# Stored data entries

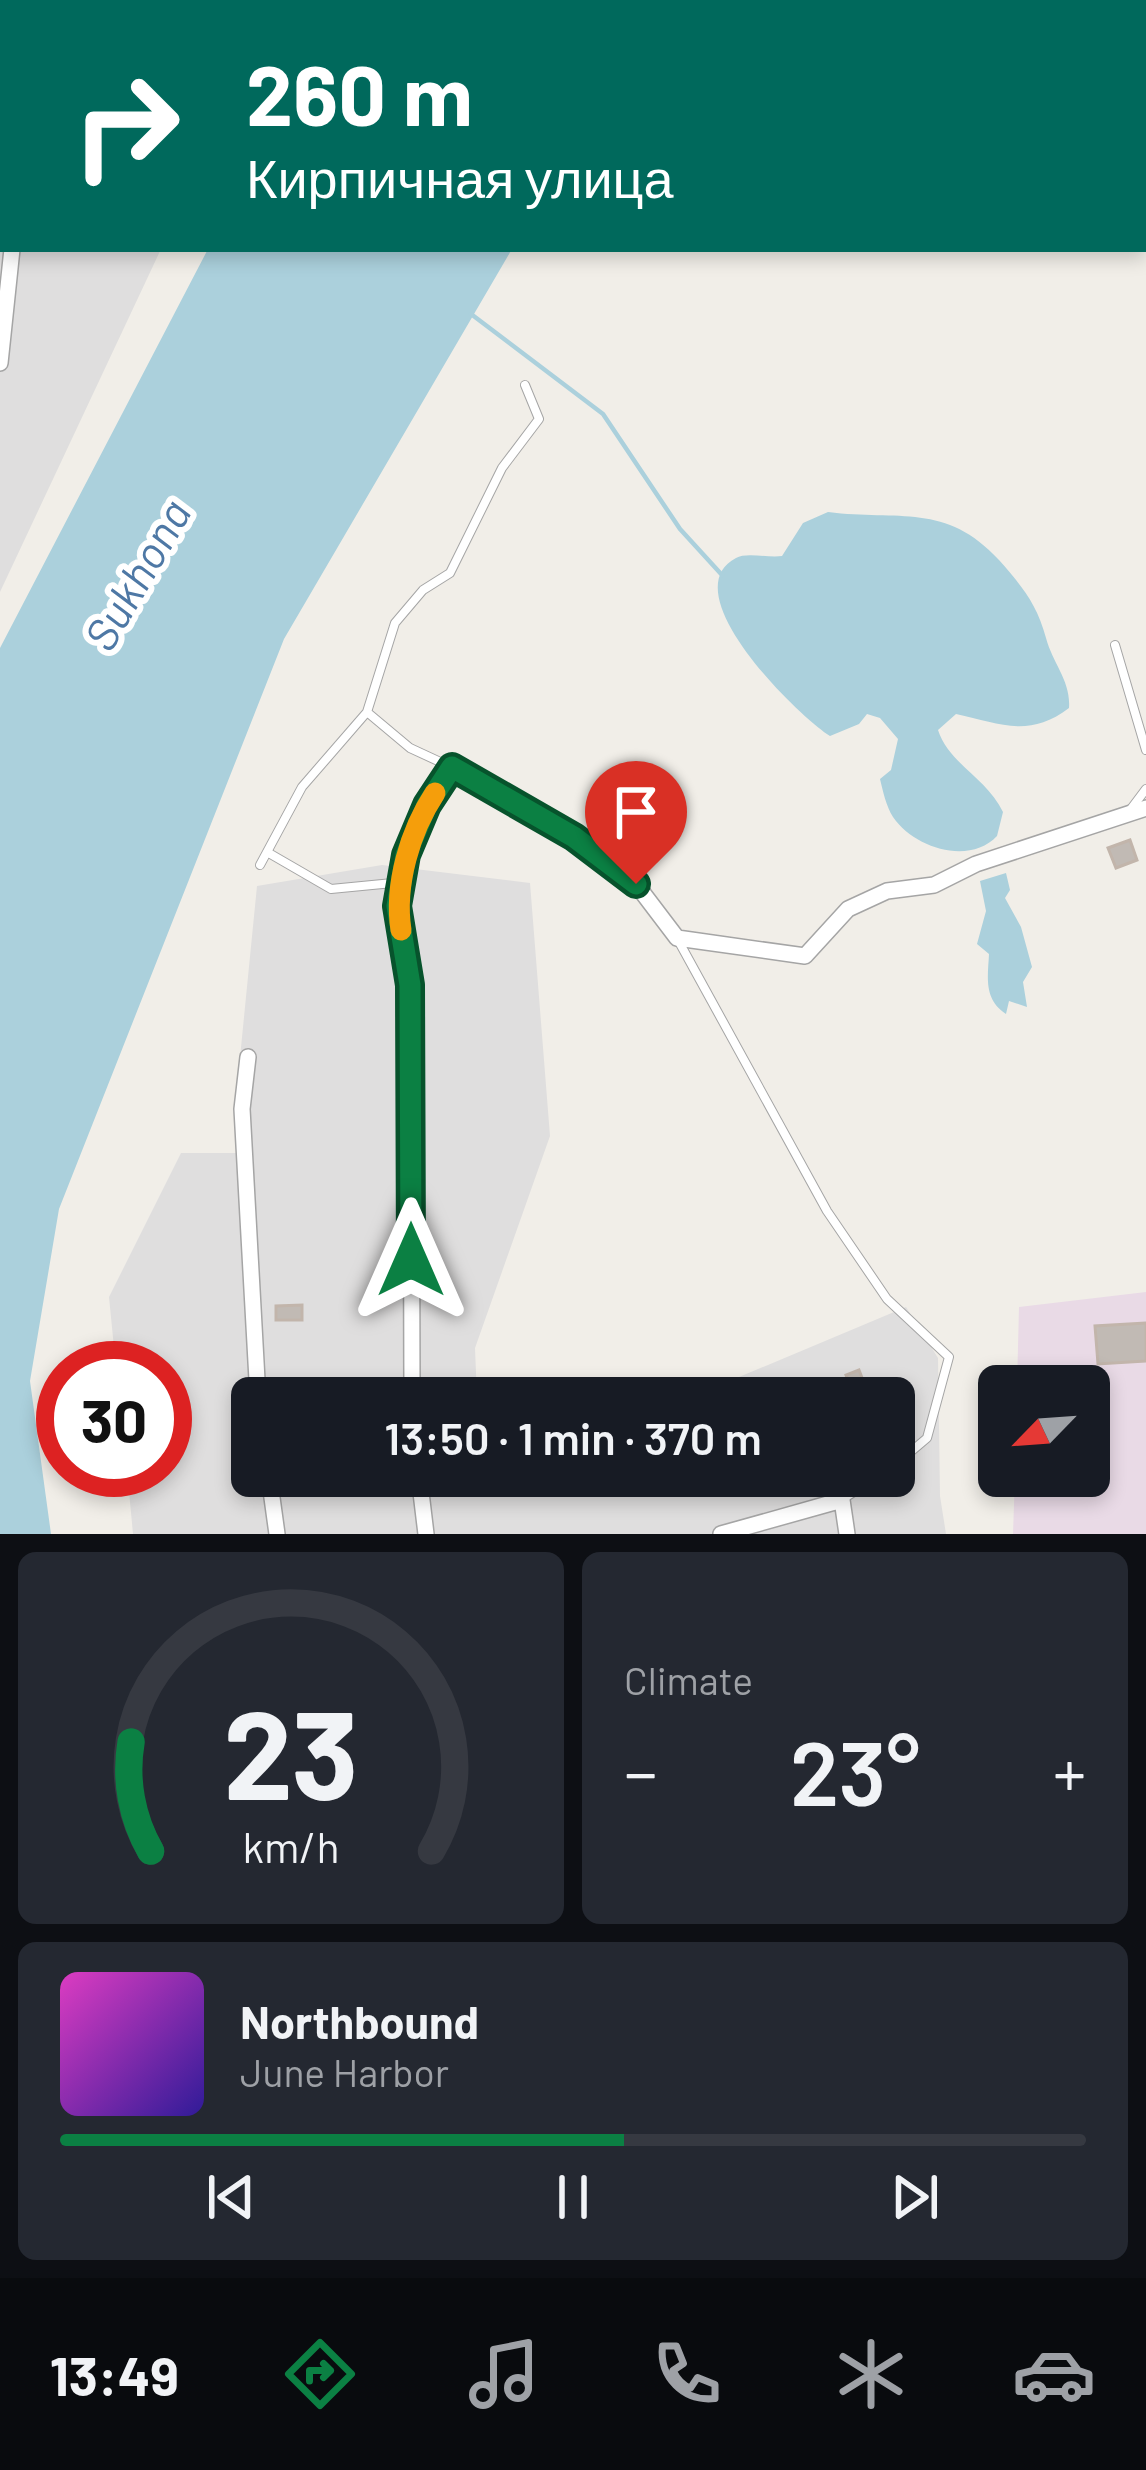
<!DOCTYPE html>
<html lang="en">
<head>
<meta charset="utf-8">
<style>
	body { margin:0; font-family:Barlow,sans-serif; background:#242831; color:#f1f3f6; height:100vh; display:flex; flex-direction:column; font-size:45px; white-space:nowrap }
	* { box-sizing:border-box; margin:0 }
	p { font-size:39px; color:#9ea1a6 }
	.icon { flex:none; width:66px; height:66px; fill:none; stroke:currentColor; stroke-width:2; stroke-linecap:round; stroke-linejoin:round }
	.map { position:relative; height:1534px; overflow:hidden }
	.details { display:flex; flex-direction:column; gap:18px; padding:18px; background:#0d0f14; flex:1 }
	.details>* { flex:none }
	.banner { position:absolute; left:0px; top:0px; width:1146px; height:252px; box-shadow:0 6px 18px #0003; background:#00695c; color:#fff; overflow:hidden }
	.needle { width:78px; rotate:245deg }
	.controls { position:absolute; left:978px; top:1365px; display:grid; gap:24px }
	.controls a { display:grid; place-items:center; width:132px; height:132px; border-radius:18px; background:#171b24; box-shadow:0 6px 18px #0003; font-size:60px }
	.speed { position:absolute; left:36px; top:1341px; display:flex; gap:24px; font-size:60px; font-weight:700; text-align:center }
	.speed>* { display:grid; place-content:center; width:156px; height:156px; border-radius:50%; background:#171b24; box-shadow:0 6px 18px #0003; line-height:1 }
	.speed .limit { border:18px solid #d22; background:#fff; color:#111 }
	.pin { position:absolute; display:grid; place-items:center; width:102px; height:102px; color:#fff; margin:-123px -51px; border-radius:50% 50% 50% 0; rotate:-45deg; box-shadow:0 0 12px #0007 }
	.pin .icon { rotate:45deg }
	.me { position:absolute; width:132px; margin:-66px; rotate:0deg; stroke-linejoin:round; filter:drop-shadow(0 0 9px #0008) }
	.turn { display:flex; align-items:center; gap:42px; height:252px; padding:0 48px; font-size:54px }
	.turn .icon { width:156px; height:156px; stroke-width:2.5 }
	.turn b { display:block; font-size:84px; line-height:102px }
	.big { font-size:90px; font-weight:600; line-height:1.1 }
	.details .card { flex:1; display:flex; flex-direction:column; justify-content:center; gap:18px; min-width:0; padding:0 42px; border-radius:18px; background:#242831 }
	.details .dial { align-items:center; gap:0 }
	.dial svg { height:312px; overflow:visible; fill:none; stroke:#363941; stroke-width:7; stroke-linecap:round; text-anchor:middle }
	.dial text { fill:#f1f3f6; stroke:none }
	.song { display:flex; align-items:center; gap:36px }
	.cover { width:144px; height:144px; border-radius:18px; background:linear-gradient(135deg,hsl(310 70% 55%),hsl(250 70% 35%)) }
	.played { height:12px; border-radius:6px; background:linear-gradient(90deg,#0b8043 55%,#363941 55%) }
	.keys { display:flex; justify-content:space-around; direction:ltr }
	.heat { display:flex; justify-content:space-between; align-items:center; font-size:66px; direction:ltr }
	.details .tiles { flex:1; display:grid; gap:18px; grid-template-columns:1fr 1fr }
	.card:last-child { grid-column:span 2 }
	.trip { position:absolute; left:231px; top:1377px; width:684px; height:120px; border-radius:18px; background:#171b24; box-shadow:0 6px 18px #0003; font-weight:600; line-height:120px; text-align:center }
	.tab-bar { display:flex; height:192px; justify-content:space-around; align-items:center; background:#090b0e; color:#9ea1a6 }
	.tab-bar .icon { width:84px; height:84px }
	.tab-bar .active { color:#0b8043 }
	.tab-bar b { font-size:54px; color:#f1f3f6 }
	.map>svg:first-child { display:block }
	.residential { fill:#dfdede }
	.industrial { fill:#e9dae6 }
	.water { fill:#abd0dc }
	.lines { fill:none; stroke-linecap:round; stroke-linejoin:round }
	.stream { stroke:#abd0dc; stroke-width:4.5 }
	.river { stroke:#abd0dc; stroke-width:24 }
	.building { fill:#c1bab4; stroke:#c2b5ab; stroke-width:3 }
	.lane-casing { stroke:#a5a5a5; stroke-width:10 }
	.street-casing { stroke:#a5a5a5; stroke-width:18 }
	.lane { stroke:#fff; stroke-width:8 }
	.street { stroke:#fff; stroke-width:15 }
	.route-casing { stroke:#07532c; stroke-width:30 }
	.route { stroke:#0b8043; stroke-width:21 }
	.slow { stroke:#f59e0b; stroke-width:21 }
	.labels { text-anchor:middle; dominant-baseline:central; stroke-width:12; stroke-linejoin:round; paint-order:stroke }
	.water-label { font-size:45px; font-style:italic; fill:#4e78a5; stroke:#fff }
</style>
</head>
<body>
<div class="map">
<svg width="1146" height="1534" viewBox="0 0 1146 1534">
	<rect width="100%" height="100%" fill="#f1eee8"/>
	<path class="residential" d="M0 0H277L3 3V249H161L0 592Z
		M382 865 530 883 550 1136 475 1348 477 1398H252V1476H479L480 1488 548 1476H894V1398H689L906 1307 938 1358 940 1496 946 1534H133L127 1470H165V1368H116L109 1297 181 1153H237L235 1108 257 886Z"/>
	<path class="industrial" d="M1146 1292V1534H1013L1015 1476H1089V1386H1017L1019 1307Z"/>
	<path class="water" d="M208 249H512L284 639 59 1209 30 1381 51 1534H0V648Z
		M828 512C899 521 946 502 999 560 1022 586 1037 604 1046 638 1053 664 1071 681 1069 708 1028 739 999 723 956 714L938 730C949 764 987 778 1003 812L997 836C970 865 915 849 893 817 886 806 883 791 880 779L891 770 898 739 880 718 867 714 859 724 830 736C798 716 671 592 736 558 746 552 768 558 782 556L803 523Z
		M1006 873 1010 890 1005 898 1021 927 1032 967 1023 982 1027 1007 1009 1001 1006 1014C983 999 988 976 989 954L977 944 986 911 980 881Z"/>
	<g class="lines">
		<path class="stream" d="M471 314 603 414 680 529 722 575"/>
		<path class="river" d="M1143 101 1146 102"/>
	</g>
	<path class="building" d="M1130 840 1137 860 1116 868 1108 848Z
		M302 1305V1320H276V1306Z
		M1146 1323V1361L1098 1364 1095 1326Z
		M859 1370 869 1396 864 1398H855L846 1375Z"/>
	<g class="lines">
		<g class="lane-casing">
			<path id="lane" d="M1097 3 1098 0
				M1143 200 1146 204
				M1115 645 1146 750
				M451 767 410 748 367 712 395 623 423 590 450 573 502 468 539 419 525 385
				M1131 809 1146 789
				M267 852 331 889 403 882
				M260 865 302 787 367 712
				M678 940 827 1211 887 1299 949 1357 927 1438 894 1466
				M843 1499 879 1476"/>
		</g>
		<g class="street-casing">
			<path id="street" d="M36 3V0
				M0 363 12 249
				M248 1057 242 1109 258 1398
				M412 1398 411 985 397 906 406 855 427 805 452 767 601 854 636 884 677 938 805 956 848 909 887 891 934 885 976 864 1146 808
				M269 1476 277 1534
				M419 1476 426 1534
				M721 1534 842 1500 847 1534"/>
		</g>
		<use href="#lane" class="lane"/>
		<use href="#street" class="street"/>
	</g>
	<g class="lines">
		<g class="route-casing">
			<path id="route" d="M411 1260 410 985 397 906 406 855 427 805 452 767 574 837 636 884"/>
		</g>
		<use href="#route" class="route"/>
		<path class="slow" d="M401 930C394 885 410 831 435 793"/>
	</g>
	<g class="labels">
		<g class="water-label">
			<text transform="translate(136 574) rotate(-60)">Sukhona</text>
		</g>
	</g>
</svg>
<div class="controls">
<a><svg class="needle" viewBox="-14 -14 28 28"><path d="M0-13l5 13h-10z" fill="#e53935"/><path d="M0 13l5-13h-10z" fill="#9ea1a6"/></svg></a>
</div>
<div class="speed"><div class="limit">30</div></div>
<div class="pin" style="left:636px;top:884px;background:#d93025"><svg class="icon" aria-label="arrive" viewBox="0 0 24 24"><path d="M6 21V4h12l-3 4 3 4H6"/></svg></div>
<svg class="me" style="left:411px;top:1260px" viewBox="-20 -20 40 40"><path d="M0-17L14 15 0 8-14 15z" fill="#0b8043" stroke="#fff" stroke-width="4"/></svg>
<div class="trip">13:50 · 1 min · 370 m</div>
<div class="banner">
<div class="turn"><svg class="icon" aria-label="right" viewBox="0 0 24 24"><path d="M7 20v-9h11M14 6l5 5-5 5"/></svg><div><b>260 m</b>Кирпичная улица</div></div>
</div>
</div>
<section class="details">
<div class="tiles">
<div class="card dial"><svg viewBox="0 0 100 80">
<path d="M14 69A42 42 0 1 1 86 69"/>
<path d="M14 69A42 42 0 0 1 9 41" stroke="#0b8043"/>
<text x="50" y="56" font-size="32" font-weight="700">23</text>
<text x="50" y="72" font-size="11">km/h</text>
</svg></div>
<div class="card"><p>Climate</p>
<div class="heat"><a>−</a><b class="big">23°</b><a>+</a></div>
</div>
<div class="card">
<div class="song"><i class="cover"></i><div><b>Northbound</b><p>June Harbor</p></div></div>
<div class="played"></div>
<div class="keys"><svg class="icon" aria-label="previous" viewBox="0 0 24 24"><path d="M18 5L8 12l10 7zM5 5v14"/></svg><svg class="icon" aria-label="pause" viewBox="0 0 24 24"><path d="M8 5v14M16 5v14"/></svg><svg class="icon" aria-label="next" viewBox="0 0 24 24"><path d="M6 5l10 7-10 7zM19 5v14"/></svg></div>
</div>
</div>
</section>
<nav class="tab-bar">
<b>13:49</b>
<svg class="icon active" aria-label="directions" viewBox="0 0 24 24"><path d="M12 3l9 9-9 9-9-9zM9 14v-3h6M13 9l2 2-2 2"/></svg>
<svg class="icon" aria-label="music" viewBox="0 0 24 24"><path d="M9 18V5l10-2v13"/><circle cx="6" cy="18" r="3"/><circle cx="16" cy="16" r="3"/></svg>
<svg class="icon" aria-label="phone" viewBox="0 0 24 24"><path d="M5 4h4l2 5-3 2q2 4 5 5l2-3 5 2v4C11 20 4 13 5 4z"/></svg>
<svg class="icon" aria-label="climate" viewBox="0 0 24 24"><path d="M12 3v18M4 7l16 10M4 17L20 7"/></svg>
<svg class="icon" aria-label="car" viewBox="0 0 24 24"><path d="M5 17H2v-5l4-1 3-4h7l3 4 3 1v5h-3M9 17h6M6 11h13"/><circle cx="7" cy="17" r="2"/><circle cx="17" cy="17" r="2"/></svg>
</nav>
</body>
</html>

# TASK BRIEF
Your answer must be the lines above from the one containing "border:18px solid #d22;" to the one containing "height:312px; overflow:visible; fill:none;", both included, restated word for word.

# RESULT
	.speed .limit { border:18px solid #d22; background:#fff; color:#111 }
	.pin { position:absolute; display:grid; place-items:center; width:102px; height:102px; color:#fff; margin:-123px -51px; border-radius:50% 50% 50% 0; rotate:-45deg; box-shadow:0 0 12px #0007 }
	.pin .icon { rotate:45deg }
	.me { position:absolute; width:132px; margin:-66px; rotate:0deg; stroke-linejoin:round; filter:drop-shadow(0 0 9px #0008) }
	.turn { display:flex; align-items:center; gap:42px; height:252px; padding:0 48px; font-size:54px }
	.turn .icon { width:156px; height:156px; stroke-width:2.5 }
	.turn b { display:block; font-size:84px; line-height:102px }
	.big { font-size:90px; font-weight:600; line-height:1.1 }
	.details .card { flex:1; display:flex; flex-direction:column; justify-content:center; gap:18px; min-width:0; padding:0 42px; border-radius:18px; background:#242831 }
	.details .dial { align-items:center; gap:0 }
	.dial svg { height:312px; overflow:visible; fill:none; stroke:#363941; stroke-width:7; stroke-linecap:round; text-anchor:middle }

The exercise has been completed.